# 45 ACP Pen



## Final Strut (Dec 16, 2015)

Had a guy at my work that I have done several bullet pens for approach and tell me that he just bought a new Ruger 1911 and asked if I could do a pen with a 45 ACP casing. After mulling over it for a few months trying to decide what and how to do it this is what I came up with. The body of the pen is Honduran Rosewood and the center band is a cut down 45 casing. He doesn't like clips on his pens so that made the design a lot easier to accomplish. CC welcome.

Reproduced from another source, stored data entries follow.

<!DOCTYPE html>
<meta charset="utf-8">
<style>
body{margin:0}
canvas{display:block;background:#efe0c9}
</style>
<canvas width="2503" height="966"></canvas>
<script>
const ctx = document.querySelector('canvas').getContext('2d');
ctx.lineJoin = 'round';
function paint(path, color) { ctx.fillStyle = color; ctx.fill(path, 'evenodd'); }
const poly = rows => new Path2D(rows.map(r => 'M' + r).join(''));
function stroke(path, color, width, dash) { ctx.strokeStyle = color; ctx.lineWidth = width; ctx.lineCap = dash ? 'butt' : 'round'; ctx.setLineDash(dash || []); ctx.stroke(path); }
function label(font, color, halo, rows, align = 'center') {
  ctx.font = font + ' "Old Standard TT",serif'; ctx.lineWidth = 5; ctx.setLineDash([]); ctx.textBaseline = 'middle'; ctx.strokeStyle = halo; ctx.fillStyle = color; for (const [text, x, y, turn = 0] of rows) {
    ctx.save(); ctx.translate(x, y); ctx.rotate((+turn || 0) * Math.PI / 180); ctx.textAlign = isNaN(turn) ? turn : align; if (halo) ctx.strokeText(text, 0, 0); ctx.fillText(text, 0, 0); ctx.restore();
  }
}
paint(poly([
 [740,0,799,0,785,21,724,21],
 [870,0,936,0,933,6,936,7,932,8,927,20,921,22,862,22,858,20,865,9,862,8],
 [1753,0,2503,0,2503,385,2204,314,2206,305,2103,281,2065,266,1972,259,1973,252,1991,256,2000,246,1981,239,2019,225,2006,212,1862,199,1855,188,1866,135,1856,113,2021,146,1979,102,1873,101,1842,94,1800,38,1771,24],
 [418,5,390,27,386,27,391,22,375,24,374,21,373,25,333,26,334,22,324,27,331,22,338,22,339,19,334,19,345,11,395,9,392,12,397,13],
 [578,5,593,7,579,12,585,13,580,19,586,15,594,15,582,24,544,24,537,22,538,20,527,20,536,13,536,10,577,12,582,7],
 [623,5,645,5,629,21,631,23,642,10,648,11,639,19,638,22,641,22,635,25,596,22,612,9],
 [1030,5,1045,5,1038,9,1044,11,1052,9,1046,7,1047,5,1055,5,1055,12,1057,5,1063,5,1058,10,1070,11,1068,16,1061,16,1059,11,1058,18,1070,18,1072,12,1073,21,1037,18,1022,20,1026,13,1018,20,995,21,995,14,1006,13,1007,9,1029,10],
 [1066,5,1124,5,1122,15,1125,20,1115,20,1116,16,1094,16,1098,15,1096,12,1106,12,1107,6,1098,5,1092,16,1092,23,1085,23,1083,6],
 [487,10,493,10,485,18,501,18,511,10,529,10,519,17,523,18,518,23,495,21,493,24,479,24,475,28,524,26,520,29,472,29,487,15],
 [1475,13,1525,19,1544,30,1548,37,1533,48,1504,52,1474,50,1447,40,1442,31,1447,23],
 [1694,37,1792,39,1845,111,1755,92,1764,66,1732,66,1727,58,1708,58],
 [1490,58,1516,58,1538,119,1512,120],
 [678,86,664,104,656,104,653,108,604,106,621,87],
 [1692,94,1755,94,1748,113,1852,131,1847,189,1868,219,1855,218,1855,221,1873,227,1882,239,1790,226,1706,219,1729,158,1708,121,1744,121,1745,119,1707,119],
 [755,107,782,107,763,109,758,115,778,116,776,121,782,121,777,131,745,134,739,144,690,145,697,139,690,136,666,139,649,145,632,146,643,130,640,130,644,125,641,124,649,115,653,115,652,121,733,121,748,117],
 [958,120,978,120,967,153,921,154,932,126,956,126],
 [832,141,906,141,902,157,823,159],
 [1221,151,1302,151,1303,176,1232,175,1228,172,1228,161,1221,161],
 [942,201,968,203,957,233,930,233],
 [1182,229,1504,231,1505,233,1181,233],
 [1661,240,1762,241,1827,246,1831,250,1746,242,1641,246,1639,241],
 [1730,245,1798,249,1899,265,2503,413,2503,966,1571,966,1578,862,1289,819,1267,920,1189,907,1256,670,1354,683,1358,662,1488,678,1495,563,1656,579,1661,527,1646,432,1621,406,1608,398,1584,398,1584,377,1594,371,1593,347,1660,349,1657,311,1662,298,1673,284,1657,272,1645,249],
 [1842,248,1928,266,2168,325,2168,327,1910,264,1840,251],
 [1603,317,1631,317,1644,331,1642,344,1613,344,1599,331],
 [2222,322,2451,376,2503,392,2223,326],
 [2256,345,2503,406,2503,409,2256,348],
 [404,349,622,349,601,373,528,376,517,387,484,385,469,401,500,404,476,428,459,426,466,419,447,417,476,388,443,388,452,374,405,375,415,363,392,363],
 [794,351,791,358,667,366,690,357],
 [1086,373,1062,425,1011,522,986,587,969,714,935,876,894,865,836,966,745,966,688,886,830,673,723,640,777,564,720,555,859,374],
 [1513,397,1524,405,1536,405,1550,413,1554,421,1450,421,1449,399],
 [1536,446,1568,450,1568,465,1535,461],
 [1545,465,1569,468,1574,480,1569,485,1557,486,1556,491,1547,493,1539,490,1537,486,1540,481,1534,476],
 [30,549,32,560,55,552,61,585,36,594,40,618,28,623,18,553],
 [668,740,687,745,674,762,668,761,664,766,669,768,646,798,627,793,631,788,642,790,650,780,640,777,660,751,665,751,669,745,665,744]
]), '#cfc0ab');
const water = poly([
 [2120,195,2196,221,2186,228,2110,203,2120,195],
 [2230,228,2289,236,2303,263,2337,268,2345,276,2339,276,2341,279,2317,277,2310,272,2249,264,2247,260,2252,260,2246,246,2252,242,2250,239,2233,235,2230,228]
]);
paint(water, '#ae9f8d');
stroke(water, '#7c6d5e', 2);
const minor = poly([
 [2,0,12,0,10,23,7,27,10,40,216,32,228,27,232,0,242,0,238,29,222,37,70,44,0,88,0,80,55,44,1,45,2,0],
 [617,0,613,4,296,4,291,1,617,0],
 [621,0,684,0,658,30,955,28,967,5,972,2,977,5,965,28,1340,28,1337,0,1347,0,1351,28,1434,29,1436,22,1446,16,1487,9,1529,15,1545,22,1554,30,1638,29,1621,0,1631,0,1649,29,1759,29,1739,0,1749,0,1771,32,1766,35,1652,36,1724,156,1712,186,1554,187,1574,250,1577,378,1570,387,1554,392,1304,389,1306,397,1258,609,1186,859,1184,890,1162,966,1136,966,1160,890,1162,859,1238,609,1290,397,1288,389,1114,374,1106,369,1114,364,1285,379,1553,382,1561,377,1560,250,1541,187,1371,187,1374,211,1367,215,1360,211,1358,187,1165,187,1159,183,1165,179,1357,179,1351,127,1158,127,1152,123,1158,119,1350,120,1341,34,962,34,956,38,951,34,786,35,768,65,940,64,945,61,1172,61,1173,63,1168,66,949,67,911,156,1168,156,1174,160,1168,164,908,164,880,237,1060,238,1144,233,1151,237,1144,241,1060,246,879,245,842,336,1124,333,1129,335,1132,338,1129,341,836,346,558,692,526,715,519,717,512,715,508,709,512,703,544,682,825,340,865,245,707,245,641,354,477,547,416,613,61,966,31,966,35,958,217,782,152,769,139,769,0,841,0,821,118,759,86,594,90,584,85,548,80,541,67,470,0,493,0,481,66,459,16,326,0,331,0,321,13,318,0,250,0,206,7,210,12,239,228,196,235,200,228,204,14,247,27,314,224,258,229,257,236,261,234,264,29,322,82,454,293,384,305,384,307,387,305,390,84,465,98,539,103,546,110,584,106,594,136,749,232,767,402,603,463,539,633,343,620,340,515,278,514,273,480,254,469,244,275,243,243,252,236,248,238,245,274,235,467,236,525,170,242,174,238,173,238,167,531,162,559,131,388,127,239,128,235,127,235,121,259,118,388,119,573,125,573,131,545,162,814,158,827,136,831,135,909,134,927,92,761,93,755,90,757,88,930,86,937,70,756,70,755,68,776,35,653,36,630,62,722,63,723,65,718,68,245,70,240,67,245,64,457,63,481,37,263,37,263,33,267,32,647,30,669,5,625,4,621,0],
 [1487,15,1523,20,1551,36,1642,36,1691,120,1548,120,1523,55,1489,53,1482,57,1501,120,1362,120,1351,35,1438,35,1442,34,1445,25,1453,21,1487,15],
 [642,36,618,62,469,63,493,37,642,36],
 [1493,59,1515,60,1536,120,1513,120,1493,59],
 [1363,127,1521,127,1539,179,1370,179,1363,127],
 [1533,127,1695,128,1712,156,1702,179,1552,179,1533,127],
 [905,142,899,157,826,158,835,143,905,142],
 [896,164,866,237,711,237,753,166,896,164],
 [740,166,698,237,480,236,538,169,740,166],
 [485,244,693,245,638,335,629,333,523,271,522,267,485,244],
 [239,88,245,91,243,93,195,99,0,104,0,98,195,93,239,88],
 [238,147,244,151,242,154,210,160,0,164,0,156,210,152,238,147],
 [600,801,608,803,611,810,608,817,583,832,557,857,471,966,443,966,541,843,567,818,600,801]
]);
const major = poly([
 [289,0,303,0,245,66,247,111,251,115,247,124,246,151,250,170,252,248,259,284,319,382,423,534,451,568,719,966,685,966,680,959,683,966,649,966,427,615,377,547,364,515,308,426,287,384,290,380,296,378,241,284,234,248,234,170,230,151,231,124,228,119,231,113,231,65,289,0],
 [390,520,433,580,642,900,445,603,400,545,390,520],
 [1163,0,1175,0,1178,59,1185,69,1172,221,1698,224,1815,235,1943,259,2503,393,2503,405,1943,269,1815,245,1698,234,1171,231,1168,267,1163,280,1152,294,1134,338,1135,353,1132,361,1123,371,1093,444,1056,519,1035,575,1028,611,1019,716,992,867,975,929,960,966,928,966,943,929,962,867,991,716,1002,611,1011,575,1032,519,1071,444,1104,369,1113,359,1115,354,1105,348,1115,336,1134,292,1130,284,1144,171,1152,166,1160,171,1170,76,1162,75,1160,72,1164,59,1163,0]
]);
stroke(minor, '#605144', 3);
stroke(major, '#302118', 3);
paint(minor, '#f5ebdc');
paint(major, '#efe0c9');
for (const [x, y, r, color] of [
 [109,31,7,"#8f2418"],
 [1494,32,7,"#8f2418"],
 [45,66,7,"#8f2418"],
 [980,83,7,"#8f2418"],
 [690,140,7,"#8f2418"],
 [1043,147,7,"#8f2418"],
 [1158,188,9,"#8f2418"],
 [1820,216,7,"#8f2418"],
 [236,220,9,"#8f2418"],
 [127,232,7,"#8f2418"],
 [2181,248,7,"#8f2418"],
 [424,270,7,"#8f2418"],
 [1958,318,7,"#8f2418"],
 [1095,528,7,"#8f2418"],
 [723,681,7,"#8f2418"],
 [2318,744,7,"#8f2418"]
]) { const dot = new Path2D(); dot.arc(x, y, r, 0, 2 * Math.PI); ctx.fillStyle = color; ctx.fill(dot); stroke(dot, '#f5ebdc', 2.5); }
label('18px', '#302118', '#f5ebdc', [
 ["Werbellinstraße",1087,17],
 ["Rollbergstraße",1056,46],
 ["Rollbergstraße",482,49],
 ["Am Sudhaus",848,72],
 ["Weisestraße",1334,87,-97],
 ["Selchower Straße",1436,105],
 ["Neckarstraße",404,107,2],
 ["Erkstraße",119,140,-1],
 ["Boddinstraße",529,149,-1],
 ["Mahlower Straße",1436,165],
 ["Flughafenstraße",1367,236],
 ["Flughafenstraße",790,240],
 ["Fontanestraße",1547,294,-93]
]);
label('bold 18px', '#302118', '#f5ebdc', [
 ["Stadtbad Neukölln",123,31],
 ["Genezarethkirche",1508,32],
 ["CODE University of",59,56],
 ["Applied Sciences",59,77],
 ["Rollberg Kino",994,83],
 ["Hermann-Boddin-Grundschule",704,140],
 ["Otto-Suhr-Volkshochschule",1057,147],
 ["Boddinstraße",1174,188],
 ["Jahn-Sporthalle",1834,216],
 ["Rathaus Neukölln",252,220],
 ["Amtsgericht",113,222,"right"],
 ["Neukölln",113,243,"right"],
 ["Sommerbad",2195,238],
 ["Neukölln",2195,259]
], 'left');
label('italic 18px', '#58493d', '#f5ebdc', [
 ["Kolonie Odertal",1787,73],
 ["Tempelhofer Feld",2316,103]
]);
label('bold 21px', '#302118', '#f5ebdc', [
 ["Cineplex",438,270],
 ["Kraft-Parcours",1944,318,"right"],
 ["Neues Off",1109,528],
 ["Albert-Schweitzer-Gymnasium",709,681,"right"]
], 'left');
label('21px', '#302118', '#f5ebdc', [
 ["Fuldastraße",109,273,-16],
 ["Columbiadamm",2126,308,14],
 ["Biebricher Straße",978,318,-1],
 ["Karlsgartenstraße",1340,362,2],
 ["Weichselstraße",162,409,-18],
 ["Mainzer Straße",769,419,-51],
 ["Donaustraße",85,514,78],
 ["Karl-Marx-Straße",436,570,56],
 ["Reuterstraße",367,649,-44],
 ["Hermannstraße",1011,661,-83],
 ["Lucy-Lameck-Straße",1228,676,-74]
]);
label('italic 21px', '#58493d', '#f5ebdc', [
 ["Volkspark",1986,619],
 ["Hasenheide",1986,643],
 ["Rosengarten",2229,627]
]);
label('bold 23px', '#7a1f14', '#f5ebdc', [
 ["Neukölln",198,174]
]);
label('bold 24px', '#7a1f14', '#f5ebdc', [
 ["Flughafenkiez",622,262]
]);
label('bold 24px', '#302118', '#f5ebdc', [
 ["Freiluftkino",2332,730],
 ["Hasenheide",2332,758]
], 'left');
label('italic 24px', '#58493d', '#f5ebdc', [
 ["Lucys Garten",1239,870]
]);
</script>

Reactions: Like 3 | Way Cool 7


----------



## Sprung (Dec 16, 2015)

Great work, Scott! I like it - haven't seen a bullet pen done like that before.

Reactions: Thank You! 1


----------



## Sidecar (Dec 16, 2015)

nice !!!!!

Hmmm anybody make these pens with erasers , i need erasers

Reactions: Thank You! 1


----------



## ripjack13 (Dec 16, 2015)

Looks good...
No bullet tip?

Reactions: Thank You! 1


----------



## Final Strut (Dec 16, 2015)

ripjack13 said:


> Looks good...
> No bullet tip?



No bullet tip. I thought about using a fake pen kit bullet but 45 has a blunt nose and I didn't think it would look right.

Reactions: Agree 1


----------



## gman2431 (Dec 16, 2015)

Very creative. Looks cool!

Reactions: Thank You! 1


----------



## ripjack13 (Dec 16, 2015)

Hmm....I meant this kind....

http://www.woodcraft.com/product/159930/45-caliber-bullet-pen-kit-antique-copper.aspx

After the fact....to late though


----------



## Final Strut (Dec 16, 2015)

ripjack13 said:


> Hmm....I meant this kind....
> 
> http://www.woodcraft.com/product/159930/45-caliber-bullet-pen-kit-antique-copper.aspx
> 
> After the fact....to late though



Thanks for showing that. I thought about doing something like that. If I would have had some 45 lead I might have given it a try.

Reactions: Like 1


----------



## rdabpenman (Dec 17, 2015)

Nicely done.
My .45 APC using actual 45 APC casing and bullets.

Les

http://i539.Rule #2/albums/ff357/LesinRedDeer/Pen%20Turning/P1000224%20Custom.jpg

http://i539.Rule #2/albums/ff357/LesinRedDeer/Pen%20Turning/P1000239%20Custom.jpg

Reactions: Like 2 | EyeCandy! 1 | Way Cool 1


----------



## GeorgeS (Dec 23, 2015)

Man those are really cool. I need to use my thinking cap more often!


----------



## Nature Man (Dec 24, 2015)

The wood is most impressive! I like the integration of the 45 casing in the pen. Guess your friend must carry a pen in his pants' pocket -- can't imagine not having a clip on it. In any event, it looks exquisite! Chuck


----------